Djibouti : Qui ment au peuple entre l’UMP et l’USN ?

Le peuple dans l'obscuritéDepuis plusieurs mois on parle des dialogues amorcés entre les plateformes de l’opposition, USN, et celle du régime djiboutien, UMP.

Celui qui fait le plus de bruit au niveau national et auprès de la diaspora semble être des soi-disant trois rencontres, tenues secrets au début, qui ont lieu entre Ismaël Omar Guelleh, président autoproclamé de la république de Djibouti et Ismaël Guedi Hared, président du parti politique de l’UDJ et de l’assemblée parallèle de l’opposition.

Après moult analyse des discours et publications de part et d’autre, il ressort des résultats anecdotiques et dangereux pour l’avenir du pays et même la région.

Anecdotique parce que l’USN qui affiche le visage d’un groupe lassé par la lutte a changé de cap et a désavoué l’attente du peuple. La preuve, un dialogue politique ne peut se faire en catimini entre deux partis que quand il est question de la constitution d’un gouvernement d’union nationale.
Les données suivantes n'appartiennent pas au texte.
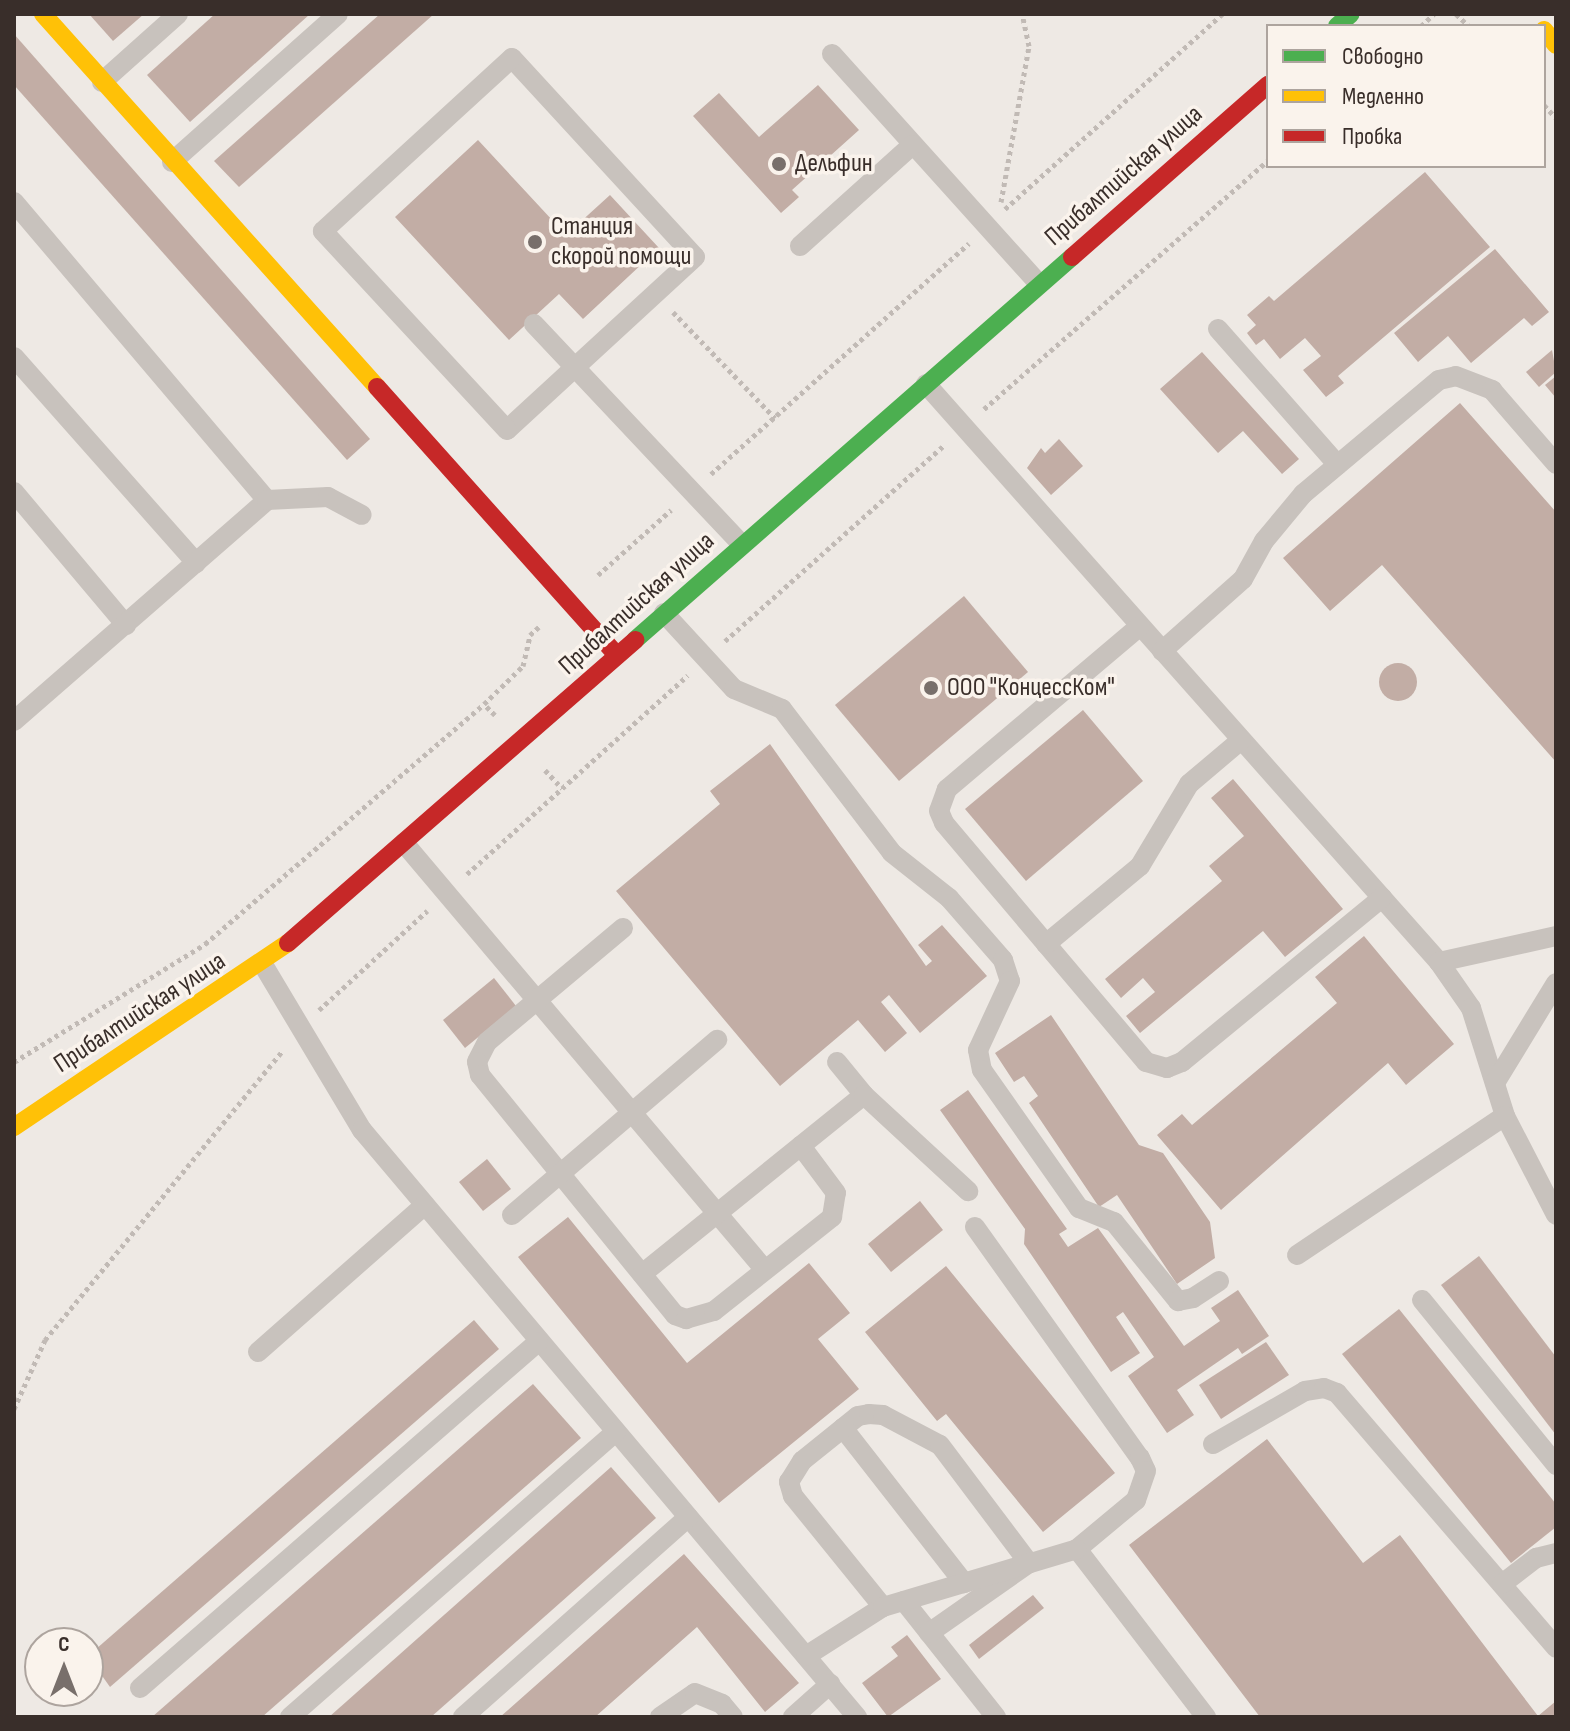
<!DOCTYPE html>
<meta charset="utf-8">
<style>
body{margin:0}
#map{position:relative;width:1570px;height:1731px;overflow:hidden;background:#eee9e4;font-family:"Sofia Sans Condensed",sans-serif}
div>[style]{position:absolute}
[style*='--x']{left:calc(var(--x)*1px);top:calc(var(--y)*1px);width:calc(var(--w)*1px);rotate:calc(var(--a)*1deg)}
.building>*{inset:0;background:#c2ada5}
.round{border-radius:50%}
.path>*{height:5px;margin-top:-2.5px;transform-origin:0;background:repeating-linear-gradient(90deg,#c1bab5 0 4px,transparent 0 8px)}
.lane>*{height:20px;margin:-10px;padding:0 10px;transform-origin:10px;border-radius:10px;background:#c8c2bd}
.fast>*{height:18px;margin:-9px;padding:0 9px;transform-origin:9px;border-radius:9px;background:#4caf50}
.slow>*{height:18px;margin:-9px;padding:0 9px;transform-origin:9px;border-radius:9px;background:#ffc107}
.jam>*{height:18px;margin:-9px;padding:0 9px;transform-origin:9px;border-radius:9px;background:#c62828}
.dots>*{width:22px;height:22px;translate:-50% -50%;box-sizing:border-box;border:4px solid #faf3ec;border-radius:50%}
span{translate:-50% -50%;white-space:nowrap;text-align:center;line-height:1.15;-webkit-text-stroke:7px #faf3ec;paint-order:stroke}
.poi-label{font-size:26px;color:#392e2a}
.left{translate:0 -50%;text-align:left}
.street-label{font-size:26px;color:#392e2a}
.frame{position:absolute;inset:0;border:16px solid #392e2a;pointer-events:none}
.legend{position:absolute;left:1266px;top:24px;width:280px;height:144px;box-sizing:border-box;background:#faf3ec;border:2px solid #ada49e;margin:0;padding:10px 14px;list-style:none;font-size:24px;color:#392e2a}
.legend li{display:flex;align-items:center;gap:16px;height:40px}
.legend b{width:40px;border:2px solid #ada49e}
.north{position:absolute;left:24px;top:1627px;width:80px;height:80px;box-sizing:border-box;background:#faf3ec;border:2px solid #ada49e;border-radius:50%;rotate:0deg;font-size:22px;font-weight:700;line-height:32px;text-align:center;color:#392e2a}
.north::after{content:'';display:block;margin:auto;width:28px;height:36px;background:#786f6b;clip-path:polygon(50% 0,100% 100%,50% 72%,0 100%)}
</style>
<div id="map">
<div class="building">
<div style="clip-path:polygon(89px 14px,144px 14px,113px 41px)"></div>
<div style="clip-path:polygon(215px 14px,310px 14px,190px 122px,147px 75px)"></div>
<div style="clip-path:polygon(380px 14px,434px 14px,239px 187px,214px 161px)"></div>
<div style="clip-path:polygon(14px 34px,370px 439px,347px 460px,14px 85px)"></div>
<div style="clip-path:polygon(818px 85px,859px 130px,792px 190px,799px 197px,781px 213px,693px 116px,719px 93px,759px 137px)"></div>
<div style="clip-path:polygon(478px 140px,566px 235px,610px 195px,659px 248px,583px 319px,559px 294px,509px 340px,395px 217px)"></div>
<div style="clip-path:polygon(1425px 172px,1490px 247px,1338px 376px,1344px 383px,1326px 397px,1303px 370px,1321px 356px,1305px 338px,1280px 359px,1264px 339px,1256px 345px,1247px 333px,1256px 325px,1247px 315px,1269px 296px,1274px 301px)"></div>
<div style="clip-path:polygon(1495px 249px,1549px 312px,1532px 326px,1524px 318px,1471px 363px,1448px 336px,1418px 362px,1394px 333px)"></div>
<div style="clip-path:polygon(1552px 350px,1556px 372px,1539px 387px,1526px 372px)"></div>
<div style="clip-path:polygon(1202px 352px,1299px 459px,1282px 474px,1243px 431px,1218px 453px,1160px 389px)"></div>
<div style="clip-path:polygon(1556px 376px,1556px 398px,1545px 385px)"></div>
<div style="clip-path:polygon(1460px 403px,1556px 512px,1556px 762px,1382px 565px,1330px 611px,1283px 558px)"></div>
<div style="clip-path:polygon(1059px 439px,1083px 466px,1051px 495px,1027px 468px,1041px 448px,1045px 453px)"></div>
<div style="clip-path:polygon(964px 596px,1028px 672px,899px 781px,835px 705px)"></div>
<div class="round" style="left:1379px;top:663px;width:38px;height:38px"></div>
<div style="clip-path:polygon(1083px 710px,1143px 781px,1026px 881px,965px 809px)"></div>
<div style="clip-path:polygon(770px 744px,926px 966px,932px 961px,918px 945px,942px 925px,987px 976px,920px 1033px,889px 995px,881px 1002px,907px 1033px,885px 1052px,858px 1020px,780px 1086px,616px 891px,720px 804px,710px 791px)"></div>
<div style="clip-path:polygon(1233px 779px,1343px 909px,1285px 957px,1263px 931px,1140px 1033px,1126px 1016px,1155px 992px,1143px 978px,1121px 998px,1105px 979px,1222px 881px,1209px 866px,1244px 836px,1211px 798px)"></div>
<div style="clip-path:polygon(1364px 936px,1454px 1044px,1406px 1085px,1388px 1063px,1221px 1210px,1157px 1135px,1182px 1114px,1192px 1125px,1337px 1003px,1315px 977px)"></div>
<div style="clip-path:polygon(494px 978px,516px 1006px,465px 1048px,443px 1020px)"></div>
<div style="clip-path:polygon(1051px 1015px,1139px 1145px,1163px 1153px,1210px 1222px,1215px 1258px,1177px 1284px,1117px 1195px,1099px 1207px,1029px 1103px,1038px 1096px,1024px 1076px,1014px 1082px,995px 1053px)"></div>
<div style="clip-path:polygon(968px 1090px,1067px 1229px,1059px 1234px,1068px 1247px,1098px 1228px,1184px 1346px,1220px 1321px,1211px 1308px,1238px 1290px,1269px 1336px,1242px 1354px,1238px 1348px,1177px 1390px,1194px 1415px,1167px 1433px,1128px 1376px,1154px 1357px,1123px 1312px,1116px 1317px,1140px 1353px,1111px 1372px,1024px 1244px,1025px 1229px,940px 1110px)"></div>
<div style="clip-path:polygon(487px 1159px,511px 1189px,483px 1211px,459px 1182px)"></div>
<div style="clip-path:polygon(920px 1201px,943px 1230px,891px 1272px,868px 1244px)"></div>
<div style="clip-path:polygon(568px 1217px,687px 1363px,809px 1263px,850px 1313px,818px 1339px,859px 1389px,719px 1503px,518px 1257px)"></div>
<div style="clip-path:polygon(1479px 1256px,1556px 1357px,1556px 1435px,1441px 1285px)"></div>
<div style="clip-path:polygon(946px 1266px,1115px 1473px,1043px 1532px,946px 1414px,937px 1421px,865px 1332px)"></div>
<div style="clip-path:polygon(1399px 1309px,1556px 1504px,1556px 1527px,1511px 1563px,1342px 1354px)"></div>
<div style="clip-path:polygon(474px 1320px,499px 1349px,110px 1687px,88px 1656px)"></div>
<div style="clip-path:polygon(1266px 1342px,1289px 1375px,1221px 1419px,1199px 1385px)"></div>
<div style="clip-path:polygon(533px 1384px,581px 1438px,262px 1717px,152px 1717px)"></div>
<div style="clip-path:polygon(1267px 1439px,1363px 1563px,1400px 1535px,1538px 1716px,1556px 1701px,1556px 1717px,1260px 1717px,1129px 1545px)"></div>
<div style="clip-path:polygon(611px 1467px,656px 1518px,431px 1717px,329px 1717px)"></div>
<div style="clip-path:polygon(684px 1554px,799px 1683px,765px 1712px,697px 1627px,595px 1717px,500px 1717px)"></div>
<div style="clip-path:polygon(1033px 1595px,1044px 1608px,979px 1659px,969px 1645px)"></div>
<div style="clip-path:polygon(907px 1635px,941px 1679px,888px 1717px,862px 1683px,898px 1656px,891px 1647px)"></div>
</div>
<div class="path">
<div style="--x:1456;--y:14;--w:18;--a:43"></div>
<div style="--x:1421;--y:26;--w:18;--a:-43"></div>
<div style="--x:1544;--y:105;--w:18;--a:47"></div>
<div style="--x:1001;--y:202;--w:158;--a:-79.8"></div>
<div style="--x:1029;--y:46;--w:33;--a:-102"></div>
<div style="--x:1005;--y:209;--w:292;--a:-41.9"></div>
<div style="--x:673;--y:312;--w:147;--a:46.1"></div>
<div style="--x:984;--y:409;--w:378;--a:-41.2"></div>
<div style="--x:711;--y:474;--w:346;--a:-41.8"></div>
<div style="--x:598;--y:575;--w:98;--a:-41.7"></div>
<div style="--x:725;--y:641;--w:294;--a:-41.8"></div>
<div style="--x:495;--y:715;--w:16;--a:-135"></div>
<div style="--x:484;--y:704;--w:54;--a:-44.3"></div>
<div style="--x:523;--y:666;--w:32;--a:-77"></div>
<div style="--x:530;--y:635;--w:12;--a:-42"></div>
<div style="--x:545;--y:770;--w:25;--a:47"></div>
<div style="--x:467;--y:874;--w:297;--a:-42"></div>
<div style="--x:319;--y:1010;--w:147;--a:-42.5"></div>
<div style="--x:14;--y:1062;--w:225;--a:-31.7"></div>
<div style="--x:205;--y:944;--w:368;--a:-40.7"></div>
<div style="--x:14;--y:1409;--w:76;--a:-65.8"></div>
<div style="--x:45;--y:1340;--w:375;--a:-50.6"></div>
</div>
<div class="lane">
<div style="--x:832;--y:54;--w:309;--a:48"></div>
<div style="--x:512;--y:58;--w:270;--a:47.4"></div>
<div style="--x:695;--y:257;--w:255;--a:137.4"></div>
<div style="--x:507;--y:430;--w:271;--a:-132.8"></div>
<div style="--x:323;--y:231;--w:256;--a:-42.5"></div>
<div style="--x:102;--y:82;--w:102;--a:-41.8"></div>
<div style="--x:172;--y:162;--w:222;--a:-41.7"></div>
<div style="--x:14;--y:202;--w:391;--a:49.7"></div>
<div style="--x:800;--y:246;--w:151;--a:-42"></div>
<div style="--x:534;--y:324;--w:303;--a:46.7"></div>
<div style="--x:1218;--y:329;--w:181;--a:48.6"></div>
<div style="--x:14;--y:357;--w:275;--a:48.5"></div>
<div style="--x:926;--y:384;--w:773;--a:48.41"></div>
<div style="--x:1439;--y:962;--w:56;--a:55.2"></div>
<div style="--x:1471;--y:1008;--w:113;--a:72.5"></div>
<div style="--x:1505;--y:1116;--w:111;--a:62.7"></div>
<div style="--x:14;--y:492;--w:174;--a:49.9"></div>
<div style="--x:664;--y:613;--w:103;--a:47.4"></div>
<div style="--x:734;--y:689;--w:52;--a:22.6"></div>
<div style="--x:782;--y:709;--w:181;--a:52.6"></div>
<div style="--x:892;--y:853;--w:73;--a:38.3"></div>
<div style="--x:949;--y:898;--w:82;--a:48.9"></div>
<div style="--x:1003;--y:960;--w:22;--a:72"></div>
<div style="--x:1010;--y:981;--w:76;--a:114.9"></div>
<div style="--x:978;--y:1050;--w:20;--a:79"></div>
<div style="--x:982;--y:1070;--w:169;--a:54.9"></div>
<div style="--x:1079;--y:1208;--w:38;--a:22"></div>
<div style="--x:1114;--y:1222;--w:102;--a:51"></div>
<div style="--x:1178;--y:1301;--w:15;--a:-11"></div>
<div style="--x:1193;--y:1298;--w:31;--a:-33"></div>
<div style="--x:1140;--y:626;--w:253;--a:139.8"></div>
<div style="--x:947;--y:789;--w:23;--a:110"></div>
<div style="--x:939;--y:811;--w:13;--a:67"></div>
<div style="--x:944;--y:823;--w:313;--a:49.8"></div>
<div style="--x:1146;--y:1062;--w:22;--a:16"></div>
<div style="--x:1167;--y:1068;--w:16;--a:-22"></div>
<div style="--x:1182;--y:1062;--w:259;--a:-39.4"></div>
<div style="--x:1162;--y:651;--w:108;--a:-41.6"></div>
<div style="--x:1243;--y:579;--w:43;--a:-61.1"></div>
<div style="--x:1264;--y:541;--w:61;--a:-50.3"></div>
<div style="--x:1303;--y:494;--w:177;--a:-40"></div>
<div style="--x:1439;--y:380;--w:17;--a:-13"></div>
<div style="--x:1456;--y:376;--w:39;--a:21"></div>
<div style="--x:1492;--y:390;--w:98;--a:49.1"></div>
<div style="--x:14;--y:721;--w:336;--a:-41.1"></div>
<div style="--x:267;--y:500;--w:61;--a:-2.8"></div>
<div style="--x:328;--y:497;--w:38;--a:28"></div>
<div style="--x:404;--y:843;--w:559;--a:49.79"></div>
<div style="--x:623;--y:928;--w:177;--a:140"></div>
<div style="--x:487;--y:1042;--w:22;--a:117"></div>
<div style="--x:477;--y:1062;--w:13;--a:77"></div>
<div style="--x:480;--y:1075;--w:309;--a:50.9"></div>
<div style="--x:675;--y:1315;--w:12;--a:20"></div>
<div style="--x:686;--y:1319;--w:29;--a:-16"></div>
<div style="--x:714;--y:1311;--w:151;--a:-38.5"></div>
<div style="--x:832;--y:1217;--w:24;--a:-81"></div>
<div style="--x:836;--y:1193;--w:59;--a:-126.7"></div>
<div style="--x:1046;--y:944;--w:122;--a:-39.7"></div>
<div style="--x:1140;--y:866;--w:96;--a:-59.1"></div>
<div style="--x:1189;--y:784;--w:68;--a:-40.2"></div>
<div style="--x:1439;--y:962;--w:120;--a:-12.5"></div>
<div style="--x:262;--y:963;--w:195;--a:59.1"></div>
<div style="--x:362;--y:1130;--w:768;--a:49.86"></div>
<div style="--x:837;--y:1062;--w:43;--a:50.7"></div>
<div style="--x:1495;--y:1083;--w:117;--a:-58.6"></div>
<div style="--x:512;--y:1215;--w:270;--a:-40.5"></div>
<div style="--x:975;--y:1227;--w:284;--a:54.5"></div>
<div style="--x:1140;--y:1458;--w:14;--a:65"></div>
<div style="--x:1146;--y:1471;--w:31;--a:109"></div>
<div style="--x:1136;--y:1500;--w:77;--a:140.3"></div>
<div style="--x:1077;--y:1549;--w:212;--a:52.5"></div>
<div style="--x:1297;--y:1255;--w:250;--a:-33.8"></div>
<div style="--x:642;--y:1274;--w:285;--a:-38.9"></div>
<div style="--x:864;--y:1095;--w:142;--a:42.7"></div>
<div style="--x:1422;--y:1300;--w:213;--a:50.9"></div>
<div style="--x:258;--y:1352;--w:222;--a:-41.4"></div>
<div style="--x:843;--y:1428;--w:197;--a:52"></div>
<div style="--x:1213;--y:1444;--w:106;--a:-29.9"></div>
<div style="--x:1305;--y:1391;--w:19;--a:-9"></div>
<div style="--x:1324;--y:1388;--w:14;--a:21"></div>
<div style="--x:1337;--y:1393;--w:336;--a:49.3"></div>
<div style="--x:1502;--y:1584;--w:43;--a:-37.4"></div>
<div style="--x:1536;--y:1558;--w:21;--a:-14"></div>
<div style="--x:904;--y:1601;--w:148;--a:51.6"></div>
<div style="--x:883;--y:1607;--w:143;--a:-129"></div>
<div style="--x:793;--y:1496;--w:15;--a:-106"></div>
<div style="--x:789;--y:1482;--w:25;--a:-58"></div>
<div style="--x:802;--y:1461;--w:72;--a:-38.8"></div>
<div style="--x:858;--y:1416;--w:11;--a:-10"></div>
<div style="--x:869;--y:1414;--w:14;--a:4"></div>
<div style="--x:883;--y:1415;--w:64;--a:27.8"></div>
<div style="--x:940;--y:1445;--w:148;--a:53"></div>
<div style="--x:1029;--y:1563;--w:122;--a:145"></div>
<div style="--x:806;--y:1656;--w:91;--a:-32.5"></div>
<div style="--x:883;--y:1607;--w:202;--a:-16.6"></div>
<div style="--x:140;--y:1688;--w:527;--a:-41"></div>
<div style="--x:290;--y:1717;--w:433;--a:-41.2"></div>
<div style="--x:463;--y:1717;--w:301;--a:-41.6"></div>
<div style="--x:660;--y:1717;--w:42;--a:-34.4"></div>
<div style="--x:695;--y:1693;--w:29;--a:22"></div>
<div style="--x:722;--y:1704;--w:17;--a:50"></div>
<div style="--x:793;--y:1717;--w:50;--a:-41.7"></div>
</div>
<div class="fast">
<div style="--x:1337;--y:26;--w:18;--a:-41"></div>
<div style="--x:635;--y:640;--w:581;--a:-41.23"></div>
</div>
<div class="slow">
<div style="--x:43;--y:14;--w:501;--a:48.16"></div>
<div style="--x:1544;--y:30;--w:19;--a:51"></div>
<div style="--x:14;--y:1127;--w:330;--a:-33.9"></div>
</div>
<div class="jam">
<div style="--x:1072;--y:257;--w:261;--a:-41.3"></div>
<div style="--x:377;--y:387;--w:360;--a:48.2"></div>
<div style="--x:288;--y:943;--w:461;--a:-41.1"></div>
</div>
<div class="dots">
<div style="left:779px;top:164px;background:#786f6b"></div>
<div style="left:535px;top:242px;background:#786f6b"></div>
<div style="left:931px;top:688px;background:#786f6b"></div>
</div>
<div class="poi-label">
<span class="left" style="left:795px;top:164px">Дельфин</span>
<span class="left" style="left:551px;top:242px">Станция<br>скорой помощи</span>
<span class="left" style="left:947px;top:688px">ООО "КонцессКом"</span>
</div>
<div class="street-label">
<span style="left:1124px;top:176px;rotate:-41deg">Прибалтийская улица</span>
<span style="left:637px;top:604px;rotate:-42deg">Прибалтийская улица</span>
<span style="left:140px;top:1013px;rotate:-33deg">Прибалтийская улица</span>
</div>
<div class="frame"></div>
<ul class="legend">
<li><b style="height:10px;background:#4caf50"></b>Свободно</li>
<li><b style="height:10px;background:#ffc107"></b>Медленно</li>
<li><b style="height:10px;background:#c62828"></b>Пробка</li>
</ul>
<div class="north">С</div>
</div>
Si réellement ces dialogues dits secrètes avaient lieu nous avons l’attestation que l’USN caresse le tyran djiboutien au sens des poils afin de bénéficier, avec la bénédiction du parrain, des cooptations dans l’arène de la mafia qui s’est accaparée de la haute magistrature du pays.

Le dialogue étant l’aboutissement de la révolution du peuple, avec son lot de disparus, de torturés et des assassinés, les ignorer ou leur cacher une « ouverture politique » est une manière aussi ingrate d’arriver à ses intérêts personnels sur leur dos.

La lutte pour la démocratie est le souhait du peuple d’évoluer dans une gestion politique, économique et sociale transparente mais les démarches de l’USN vont dans les sens contraires.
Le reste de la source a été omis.